21M, is it true that if you aren’t happy on your own, you won’t be happy with a partner, and am I weak for having such strong desires instead of being completely content on my own?

r/

Sometimes I’m alright with being single, but other days I’m just longing for a partner, wishing dating apps would work or that someone was there irl who I liked and who liked me back, I’d really like to be a good loving boyfriend to the right woman someday, also see what dating is really like, sure I have other priorities right now but the desire for a girlfriend is still strong sometimes.

I’ve been told if I’m unhappy on my own I won’t be happy with a gf but the person who told me hasn’t been single since their teen years so I’m not sure how valid that statement is, AFAIK they weren’t bothered about being single so it rings hollow.

Just in case I hadn’t made it clear, I’ve never had a girlfriend, but I do want to find one someday
21M, is it true that if you aren’t happy on your own you won’t be happy with a partner, and am I weak for having such strong desires instead of being completely content on my own?

TL:DR Am I weak for wanting a girlfriend instead of being happy on my own?

Comments

  1. w0mbatina Avatar

    I honestly don’t think that this is true, at least not in the way you are interpreting it.
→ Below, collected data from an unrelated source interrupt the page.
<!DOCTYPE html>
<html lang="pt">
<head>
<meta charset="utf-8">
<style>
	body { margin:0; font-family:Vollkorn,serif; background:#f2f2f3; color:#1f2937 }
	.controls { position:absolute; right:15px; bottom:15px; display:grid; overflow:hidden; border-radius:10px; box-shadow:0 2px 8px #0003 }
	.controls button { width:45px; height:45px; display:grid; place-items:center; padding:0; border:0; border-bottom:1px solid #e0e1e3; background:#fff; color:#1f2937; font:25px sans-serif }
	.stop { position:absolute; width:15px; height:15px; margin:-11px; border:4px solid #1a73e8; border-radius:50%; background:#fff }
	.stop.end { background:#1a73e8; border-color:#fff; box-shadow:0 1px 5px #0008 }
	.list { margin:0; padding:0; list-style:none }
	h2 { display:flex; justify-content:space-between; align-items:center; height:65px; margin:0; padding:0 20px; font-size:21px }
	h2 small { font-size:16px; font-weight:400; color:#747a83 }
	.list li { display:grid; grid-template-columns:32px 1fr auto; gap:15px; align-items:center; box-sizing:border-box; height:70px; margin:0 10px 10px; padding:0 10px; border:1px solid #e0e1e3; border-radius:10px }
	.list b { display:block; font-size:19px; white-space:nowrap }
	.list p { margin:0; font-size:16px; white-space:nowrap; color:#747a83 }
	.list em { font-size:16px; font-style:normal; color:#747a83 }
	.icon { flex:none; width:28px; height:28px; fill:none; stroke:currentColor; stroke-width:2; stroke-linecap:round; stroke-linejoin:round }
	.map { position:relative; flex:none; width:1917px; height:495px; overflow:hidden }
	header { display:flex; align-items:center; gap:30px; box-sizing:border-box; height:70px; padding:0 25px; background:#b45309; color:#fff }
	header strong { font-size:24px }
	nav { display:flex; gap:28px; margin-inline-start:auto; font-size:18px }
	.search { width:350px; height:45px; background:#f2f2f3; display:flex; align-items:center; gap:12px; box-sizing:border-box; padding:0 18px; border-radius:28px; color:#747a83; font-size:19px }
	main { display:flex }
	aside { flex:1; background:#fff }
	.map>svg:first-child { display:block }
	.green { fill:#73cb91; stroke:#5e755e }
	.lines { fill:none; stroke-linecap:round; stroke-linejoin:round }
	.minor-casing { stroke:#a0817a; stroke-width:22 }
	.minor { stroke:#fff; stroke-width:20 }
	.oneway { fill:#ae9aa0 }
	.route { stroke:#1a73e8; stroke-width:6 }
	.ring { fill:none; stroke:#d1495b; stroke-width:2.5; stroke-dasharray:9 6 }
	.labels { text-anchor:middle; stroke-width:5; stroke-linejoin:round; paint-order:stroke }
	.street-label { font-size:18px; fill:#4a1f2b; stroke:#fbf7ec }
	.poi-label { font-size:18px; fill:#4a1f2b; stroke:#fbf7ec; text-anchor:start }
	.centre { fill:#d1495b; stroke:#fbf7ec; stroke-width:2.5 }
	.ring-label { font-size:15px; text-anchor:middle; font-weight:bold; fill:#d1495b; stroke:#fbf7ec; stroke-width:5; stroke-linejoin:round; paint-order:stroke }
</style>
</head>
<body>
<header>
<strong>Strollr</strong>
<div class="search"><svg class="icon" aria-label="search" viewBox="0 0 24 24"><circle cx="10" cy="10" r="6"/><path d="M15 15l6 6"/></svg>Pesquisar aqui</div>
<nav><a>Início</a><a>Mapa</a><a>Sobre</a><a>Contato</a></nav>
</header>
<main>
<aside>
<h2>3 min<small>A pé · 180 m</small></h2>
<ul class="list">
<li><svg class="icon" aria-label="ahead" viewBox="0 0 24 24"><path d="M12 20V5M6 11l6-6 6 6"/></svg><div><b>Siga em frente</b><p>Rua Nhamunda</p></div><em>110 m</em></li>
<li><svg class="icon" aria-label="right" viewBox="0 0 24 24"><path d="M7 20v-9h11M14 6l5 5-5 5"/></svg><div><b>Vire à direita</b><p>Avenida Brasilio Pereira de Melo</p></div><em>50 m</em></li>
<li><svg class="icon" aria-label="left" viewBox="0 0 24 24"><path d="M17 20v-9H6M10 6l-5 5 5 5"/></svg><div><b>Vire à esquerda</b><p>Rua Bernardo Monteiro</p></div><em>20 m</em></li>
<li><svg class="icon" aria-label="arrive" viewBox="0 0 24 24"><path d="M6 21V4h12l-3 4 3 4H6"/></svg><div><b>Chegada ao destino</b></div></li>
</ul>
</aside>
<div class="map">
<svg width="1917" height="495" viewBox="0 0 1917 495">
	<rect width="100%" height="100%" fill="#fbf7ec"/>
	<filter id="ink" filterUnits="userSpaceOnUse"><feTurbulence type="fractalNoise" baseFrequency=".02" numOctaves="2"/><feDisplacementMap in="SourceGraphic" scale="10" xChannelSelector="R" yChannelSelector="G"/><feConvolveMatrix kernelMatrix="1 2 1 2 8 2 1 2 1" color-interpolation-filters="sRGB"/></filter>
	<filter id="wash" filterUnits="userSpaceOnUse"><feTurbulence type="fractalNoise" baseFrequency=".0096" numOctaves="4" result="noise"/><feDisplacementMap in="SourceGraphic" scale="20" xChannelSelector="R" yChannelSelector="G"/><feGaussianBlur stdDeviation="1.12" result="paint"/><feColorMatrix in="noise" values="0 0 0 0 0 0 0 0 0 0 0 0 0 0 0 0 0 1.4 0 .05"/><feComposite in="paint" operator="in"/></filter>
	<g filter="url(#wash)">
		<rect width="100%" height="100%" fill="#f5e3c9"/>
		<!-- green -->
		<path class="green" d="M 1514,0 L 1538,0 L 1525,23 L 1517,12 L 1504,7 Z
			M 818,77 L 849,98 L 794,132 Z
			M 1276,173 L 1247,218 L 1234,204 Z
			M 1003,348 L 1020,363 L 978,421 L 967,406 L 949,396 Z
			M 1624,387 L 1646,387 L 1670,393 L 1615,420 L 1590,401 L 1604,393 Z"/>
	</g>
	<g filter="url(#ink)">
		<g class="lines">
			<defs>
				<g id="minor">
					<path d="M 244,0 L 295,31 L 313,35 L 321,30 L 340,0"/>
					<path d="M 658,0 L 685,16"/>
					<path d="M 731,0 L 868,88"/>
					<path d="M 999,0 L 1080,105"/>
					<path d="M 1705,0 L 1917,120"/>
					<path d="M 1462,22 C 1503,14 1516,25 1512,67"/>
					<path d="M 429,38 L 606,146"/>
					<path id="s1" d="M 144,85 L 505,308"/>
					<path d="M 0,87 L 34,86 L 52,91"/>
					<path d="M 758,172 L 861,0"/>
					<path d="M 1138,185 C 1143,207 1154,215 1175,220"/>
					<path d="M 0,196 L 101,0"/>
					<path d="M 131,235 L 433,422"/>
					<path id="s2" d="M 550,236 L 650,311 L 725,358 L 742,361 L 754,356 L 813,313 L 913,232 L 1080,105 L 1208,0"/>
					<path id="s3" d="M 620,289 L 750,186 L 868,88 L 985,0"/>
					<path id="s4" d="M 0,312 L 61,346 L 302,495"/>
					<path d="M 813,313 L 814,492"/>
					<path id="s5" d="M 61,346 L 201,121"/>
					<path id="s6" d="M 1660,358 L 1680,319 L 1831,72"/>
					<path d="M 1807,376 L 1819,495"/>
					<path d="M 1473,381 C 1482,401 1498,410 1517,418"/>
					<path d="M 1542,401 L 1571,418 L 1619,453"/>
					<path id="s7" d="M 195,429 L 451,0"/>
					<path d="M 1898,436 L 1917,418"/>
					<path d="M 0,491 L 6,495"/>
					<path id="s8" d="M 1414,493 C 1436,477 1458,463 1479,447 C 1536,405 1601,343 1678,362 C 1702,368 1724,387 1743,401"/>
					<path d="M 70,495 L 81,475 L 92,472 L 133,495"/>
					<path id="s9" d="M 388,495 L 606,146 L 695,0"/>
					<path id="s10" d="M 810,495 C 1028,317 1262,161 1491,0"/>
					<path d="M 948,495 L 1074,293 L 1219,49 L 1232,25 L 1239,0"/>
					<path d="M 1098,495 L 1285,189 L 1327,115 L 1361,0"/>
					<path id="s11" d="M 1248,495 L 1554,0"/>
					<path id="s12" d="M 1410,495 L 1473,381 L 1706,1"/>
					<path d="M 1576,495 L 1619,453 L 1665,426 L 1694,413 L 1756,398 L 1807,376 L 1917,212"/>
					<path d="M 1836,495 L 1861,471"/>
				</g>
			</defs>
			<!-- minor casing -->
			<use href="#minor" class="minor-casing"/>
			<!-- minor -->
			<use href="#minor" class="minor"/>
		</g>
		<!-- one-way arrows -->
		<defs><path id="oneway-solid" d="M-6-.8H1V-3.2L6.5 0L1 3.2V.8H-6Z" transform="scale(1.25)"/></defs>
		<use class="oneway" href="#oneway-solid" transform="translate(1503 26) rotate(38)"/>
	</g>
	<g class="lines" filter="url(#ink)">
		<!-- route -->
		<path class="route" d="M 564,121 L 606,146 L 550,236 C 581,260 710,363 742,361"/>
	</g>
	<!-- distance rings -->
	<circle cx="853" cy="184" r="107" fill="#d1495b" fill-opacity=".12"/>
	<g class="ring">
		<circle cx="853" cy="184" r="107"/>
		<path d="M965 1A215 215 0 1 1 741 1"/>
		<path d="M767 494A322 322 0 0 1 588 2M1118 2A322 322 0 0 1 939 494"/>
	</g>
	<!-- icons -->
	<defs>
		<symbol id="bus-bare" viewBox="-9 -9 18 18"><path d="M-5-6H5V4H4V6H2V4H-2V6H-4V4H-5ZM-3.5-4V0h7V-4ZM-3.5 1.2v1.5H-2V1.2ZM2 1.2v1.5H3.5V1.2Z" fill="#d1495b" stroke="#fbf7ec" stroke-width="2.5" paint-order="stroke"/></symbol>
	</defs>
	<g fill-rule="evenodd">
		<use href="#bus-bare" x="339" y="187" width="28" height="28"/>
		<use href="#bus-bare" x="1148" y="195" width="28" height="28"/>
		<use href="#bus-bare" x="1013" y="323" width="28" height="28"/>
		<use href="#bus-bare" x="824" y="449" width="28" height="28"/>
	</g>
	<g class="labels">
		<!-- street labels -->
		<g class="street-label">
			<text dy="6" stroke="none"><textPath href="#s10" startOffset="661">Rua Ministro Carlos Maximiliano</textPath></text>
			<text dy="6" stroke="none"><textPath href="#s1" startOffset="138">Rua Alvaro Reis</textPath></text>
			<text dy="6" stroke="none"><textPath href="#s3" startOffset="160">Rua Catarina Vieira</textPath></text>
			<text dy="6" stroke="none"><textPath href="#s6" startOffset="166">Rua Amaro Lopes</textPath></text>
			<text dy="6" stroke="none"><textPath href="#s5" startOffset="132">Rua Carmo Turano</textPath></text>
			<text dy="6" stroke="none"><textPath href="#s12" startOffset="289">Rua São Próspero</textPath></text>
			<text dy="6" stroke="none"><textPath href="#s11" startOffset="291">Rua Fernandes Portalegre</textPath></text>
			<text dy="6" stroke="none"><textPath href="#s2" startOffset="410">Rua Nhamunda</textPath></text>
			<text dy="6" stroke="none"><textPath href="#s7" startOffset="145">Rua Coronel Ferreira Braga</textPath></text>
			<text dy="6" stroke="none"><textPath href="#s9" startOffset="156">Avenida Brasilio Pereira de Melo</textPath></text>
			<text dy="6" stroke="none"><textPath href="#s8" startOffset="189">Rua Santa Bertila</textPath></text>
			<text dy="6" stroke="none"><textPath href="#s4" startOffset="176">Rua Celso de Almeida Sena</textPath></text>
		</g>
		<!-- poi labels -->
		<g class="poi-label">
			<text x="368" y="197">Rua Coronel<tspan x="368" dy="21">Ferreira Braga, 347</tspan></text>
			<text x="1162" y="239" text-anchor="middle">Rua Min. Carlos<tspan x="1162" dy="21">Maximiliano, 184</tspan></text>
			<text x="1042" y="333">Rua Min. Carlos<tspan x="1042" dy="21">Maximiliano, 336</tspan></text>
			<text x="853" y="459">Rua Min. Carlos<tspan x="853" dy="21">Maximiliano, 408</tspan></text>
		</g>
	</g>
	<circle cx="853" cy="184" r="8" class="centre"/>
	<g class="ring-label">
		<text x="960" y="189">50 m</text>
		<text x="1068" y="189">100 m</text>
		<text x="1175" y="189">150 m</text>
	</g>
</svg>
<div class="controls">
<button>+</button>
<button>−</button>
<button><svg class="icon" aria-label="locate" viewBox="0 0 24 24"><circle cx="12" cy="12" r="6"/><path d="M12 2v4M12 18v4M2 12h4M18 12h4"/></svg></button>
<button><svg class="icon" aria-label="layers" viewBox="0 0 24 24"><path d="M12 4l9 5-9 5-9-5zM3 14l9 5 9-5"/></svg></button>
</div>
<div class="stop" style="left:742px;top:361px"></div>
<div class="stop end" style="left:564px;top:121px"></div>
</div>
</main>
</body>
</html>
It’s meant more along the lines “if you are not happy with yourself when you are single, you also won’t be happy with yourself when you are in a relationship”. But if your only real issue is that you are longing for a relationship, then yeah, go for it. You are not weak because you want some sort of companionship, its a basic human want really.

  2. Upstairs-Waltz-3611 Avatar

    OK, let me start with a question to you: What do you like most about yourself? (and be specific)

  3. CrystalTrek_9 Avatar

    Happiness can’t be found in others until it’s found in yourself. Take care of you, first.

  4. blumoon138 Avatar

    The problem of being sad you’re not in a relationship is the only problem that is solvable by getting a girlfriend. That statement your friend made moreso means that having a girlfriend won’t fix any of your other problems. So if there’s other areas of your life you’re unhappy with be sure to work on them while you try to meet someone. And good luck with dating; it’s hard out there!

  5. GeorginaW03 Avatar

    It’s not true, humans are naturally social animals

    Sure some people are happy alone, but it’s biologically hardwired into us to seek someone out to do things with

    Having friends does help obviously, but it’s normal to be unhappy without a partner to go through life with IMO

  6. manykeets Avatar

    I don’t think this is true. It’s an overused platitude. Being in a relationship can make you happier. I’m definitely happier in a relationship than when single.

  7. Pipsnsqueek Avatar

    I believe this. If you’re expecting that someone will fill a hole in your life, it puts you at a risk of becoming overly reliant on your partner or having unrealistic expectations of your partner or start to become co-dependent. Also, once the « honeymoon period » wears off and you have bad days these may be taken out on your partner. Not to mention, not everyday in a relationship is rainbows and sunshine and if you can’t regulate your own happiness that can be a lot of someone who can.

    While being in a relationship may ultimately make YOU feel happier it may not be so great for your partner. Especially if they have a rich life that also brings them joy outside of the relationship. You may start to become jealous when they want to do things without you or with their friends. In my opinion a partner should enhance your life and your happiness, but they can’t be responsible for it. Just something to think about.

  8. Complete_Hat6078 Avatar

    It’s ok to want a partner and crave connection. But sometimes we’re too focused on that one thing that’s missing, as if it will solve all our problems.
    Just don’t stop working on yourself even if you do get a girlfriend.